List, from the lines below, each one with "Pereira" in it.

++++ DATASET EXTRACT

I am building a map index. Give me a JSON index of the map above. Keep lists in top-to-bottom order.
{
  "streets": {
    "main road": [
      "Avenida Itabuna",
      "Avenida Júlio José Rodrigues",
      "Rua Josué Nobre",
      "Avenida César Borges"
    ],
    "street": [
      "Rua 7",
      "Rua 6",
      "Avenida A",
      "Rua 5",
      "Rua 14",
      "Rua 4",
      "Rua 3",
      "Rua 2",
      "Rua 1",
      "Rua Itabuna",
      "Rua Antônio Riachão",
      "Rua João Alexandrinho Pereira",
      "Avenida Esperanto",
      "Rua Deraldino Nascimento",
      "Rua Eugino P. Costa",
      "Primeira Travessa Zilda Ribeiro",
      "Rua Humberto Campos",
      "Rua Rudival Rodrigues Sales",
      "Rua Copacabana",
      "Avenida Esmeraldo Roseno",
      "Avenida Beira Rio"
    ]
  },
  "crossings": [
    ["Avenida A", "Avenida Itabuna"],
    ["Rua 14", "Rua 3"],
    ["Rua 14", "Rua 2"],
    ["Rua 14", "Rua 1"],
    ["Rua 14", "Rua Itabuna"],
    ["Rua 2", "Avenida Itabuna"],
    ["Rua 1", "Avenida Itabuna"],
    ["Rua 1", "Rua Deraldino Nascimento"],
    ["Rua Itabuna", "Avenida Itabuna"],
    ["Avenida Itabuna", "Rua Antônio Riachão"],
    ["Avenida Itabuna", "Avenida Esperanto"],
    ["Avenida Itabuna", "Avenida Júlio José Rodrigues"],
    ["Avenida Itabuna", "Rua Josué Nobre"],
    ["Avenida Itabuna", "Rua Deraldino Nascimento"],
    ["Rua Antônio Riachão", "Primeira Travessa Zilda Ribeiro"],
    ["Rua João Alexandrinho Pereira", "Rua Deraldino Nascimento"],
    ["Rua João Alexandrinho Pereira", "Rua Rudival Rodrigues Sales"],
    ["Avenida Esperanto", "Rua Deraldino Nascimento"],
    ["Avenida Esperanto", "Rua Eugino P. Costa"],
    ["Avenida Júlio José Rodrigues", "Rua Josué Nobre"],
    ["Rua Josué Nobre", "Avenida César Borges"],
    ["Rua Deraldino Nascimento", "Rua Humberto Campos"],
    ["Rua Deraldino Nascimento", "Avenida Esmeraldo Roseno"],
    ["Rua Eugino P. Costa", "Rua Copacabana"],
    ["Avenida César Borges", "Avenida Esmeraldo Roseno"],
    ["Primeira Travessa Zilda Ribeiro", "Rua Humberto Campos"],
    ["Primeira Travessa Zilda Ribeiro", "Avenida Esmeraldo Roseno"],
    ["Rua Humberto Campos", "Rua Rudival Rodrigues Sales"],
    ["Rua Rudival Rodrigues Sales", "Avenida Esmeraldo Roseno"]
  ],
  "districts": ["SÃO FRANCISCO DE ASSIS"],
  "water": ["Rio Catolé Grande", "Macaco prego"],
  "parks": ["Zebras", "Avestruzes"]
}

++++++++

# RESULT OF THIS EXERCISE:
      "Rua João Alexandrinho Pereira",
    ["Rua João Alexandrinho Pereira", "Rua Deraldino Nascimento"],
    ["Rua João Alexandrinho Pereira", "Rua Rudival Rodrigues Sales"],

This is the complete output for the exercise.